We remind that the COVID-19 outbreak has led to an unprecedented decline in demand affecting all sections of the Russian economy, which has impacted the demand for petrochemicals in the short-term. However, the pandemic triggered an increase in the demand for polymers in food packaging, and cleaning and hygiene products, according to GlobalData, a leading data and analytics company. With Russian petrochemical companies having the advantage of access to low-cost feedstock, and proximity to demand-rich Asian (primarily China) and European markets for the supply of petrochemical products, these companies appear to be well-positioned to derive full benefits from an improving market environment and global economy post-COVID-19.

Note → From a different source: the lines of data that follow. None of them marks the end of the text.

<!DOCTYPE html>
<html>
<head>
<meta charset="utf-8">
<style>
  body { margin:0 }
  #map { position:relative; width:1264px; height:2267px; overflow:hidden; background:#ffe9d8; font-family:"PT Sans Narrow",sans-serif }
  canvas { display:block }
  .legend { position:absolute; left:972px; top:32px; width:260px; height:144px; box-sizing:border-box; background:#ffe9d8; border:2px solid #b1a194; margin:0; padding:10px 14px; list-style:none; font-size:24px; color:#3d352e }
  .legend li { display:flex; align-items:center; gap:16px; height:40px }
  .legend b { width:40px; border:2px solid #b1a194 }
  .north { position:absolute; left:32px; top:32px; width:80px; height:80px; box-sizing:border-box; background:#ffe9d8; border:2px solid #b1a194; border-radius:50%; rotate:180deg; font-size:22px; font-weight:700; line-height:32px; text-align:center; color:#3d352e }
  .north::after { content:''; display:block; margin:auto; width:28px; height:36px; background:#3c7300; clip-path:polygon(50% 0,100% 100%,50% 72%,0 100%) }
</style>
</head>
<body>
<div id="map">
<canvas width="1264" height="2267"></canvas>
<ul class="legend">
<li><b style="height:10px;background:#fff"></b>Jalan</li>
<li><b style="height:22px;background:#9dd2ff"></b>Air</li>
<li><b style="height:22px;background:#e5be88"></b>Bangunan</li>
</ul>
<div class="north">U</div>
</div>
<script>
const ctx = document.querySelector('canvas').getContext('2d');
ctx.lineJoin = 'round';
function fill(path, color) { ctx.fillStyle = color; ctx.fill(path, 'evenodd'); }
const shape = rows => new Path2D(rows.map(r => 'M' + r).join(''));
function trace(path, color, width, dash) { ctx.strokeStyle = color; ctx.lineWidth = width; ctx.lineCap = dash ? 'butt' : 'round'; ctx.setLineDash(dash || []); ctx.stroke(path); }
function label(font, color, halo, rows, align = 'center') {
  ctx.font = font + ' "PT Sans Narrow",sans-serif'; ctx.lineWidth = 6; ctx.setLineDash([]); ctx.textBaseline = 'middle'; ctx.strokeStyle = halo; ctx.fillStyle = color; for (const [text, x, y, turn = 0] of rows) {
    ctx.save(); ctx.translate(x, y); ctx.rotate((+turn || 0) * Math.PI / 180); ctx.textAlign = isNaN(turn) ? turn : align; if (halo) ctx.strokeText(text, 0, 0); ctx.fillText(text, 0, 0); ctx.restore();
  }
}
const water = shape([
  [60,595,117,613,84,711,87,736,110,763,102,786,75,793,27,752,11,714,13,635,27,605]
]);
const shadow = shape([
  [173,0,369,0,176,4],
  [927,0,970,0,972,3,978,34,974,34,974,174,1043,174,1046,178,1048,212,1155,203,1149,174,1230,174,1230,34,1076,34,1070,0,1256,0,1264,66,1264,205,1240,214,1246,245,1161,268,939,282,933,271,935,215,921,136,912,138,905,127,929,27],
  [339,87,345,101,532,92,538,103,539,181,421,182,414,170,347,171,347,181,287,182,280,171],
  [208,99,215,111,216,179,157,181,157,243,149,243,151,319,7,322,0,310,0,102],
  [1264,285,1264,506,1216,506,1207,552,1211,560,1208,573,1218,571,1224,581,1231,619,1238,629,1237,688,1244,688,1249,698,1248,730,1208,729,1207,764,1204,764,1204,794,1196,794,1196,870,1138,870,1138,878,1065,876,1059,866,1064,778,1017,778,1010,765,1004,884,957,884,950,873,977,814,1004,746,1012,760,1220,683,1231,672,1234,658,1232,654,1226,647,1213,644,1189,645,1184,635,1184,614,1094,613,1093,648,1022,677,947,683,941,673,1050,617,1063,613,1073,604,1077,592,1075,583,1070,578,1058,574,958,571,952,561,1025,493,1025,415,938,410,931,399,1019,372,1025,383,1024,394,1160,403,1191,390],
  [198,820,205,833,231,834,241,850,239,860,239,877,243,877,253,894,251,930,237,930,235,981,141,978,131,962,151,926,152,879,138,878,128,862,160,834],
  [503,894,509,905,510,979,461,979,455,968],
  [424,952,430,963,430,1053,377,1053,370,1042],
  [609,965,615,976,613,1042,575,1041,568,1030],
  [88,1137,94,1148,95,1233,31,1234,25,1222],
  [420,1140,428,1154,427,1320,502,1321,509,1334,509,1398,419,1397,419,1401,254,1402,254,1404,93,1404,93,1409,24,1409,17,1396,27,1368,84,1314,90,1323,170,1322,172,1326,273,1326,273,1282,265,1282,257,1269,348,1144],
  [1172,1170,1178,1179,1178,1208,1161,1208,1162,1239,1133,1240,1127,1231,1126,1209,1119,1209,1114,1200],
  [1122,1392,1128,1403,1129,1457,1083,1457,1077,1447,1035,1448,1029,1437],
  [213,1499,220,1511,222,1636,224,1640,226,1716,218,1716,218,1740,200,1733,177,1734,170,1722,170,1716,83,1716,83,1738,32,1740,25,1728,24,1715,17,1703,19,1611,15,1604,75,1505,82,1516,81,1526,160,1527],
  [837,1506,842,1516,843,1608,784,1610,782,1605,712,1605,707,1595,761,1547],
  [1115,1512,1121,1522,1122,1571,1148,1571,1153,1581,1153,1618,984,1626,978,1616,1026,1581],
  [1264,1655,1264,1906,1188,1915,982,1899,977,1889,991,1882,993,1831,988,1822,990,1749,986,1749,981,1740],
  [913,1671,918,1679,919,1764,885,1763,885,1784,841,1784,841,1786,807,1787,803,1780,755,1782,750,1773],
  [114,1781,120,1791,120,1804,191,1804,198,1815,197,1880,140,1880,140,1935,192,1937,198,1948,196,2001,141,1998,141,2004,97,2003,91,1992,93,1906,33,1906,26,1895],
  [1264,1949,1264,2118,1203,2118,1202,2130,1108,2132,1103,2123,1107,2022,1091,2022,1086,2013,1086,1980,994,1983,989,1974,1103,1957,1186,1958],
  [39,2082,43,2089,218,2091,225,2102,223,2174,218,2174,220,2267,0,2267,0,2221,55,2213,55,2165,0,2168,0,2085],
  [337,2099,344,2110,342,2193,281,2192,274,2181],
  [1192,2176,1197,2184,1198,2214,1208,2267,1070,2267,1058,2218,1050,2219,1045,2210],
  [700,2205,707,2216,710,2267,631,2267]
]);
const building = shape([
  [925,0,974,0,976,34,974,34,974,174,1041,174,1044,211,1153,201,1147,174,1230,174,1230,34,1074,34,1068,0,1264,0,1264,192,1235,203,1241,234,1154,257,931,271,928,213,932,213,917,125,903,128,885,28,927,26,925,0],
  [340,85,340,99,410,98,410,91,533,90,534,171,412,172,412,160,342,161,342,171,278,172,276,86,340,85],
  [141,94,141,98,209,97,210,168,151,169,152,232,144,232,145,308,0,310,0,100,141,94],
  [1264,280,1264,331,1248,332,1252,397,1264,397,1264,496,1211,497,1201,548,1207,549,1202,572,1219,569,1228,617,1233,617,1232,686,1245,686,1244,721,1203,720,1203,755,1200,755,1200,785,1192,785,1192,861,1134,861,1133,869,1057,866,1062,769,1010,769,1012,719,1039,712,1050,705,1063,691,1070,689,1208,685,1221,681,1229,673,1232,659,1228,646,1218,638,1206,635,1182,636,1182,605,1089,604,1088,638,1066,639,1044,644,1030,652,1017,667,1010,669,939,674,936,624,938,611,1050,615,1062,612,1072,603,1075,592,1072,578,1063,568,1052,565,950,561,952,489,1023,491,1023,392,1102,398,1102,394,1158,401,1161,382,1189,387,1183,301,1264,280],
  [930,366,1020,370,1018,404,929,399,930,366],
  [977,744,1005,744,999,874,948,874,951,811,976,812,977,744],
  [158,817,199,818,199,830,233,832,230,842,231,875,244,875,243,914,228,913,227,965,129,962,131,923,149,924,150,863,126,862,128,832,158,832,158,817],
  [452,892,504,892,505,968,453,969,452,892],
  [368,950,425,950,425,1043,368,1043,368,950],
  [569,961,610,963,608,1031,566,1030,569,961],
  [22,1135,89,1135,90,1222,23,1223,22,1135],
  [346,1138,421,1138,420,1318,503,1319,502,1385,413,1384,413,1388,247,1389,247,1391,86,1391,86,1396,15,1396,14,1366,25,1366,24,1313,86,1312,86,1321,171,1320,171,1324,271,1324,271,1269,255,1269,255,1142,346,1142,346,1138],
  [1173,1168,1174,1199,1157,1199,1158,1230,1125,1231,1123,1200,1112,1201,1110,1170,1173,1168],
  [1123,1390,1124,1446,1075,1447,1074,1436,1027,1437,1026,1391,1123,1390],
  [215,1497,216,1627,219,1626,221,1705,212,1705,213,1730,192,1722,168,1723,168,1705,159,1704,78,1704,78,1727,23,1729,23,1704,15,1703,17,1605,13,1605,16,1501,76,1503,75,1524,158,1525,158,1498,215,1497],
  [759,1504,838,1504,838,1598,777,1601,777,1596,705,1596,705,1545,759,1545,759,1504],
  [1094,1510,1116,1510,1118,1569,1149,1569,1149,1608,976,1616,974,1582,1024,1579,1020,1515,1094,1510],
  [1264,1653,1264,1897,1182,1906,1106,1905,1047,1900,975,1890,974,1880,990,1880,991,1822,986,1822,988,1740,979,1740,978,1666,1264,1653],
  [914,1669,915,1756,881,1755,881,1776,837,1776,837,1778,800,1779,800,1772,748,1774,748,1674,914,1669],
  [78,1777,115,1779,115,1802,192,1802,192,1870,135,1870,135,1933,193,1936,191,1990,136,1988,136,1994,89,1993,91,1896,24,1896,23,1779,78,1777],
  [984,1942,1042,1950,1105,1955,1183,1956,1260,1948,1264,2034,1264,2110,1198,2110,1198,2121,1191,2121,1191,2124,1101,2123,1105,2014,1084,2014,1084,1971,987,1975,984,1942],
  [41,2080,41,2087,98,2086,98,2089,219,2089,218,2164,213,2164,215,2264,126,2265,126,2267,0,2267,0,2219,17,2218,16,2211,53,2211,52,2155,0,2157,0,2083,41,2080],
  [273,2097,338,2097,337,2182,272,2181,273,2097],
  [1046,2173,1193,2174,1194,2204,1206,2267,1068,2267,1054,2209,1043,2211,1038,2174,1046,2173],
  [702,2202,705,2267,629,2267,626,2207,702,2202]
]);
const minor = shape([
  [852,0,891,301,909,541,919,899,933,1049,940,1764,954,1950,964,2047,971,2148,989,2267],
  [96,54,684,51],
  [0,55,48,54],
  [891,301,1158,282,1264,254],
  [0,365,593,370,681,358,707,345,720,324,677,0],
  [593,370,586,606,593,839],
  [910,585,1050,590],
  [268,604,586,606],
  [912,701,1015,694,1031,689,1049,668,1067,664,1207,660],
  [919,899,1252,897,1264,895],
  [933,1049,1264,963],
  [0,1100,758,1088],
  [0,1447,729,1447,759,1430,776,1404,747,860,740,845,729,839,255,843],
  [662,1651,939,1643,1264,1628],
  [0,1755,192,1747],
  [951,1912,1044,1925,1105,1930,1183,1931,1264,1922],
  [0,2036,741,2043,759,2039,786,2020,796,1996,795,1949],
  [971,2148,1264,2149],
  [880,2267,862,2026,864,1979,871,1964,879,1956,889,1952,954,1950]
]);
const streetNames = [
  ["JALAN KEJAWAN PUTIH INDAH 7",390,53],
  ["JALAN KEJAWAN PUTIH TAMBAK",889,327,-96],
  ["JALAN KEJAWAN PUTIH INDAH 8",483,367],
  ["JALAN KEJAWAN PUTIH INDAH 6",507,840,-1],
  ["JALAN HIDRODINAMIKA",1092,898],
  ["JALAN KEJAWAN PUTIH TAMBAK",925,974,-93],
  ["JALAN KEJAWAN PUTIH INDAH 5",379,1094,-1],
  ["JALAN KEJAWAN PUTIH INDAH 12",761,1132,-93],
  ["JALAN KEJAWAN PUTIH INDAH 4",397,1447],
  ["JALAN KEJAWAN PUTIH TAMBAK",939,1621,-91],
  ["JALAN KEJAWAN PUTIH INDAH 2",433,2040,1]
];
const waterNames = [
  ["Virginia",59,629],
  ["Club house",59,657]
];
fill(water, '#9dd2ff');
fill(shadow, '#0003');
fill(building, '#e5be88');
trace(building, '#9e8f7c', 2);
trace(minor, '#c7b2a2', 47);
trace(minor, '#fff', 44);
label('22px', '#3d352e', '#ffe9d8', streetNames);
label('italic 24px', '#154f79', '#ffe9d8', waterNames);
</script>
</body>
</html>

We also remind that in December 2020, Sibur, Gazprom Neft, and Uzbekneftegaz agreed to cooperate on potential investments in Uzbekistan including a major expansion of Uzbekneftegaz’s existing Shurtan Gas Chemical Complex (SGCC) and the proposed construction of a new gas chemicals facility. The signed cooperation agreement for the projects includes “the creation of a gas chemical complex using methanol-to-olefins (MTO) technology, and the expansion of the production capacity of the Shurtan Gas Chemical Complex”.
Ethylene and propylene are feedstocks for producing polyethylene (PE) and polypropylene (PP).
According to MRC's ScanPlast report, Russia's estimated PE consumption totalled 2,220,640 tonnes in 2020, up by 2% year on year. Only shipments of low density polyethylene (LDPE) and high density polyethylene (HDPE) increased. At the same time, polypropylene (PP) shipments to the Russian market reached 1 240,000 tonnes in 2020 (calculated using the formula: production, minus exports, plus imports, excluding producers' inventories as of 1 January, 2020). Supply of exclusively PP random copolymer increased.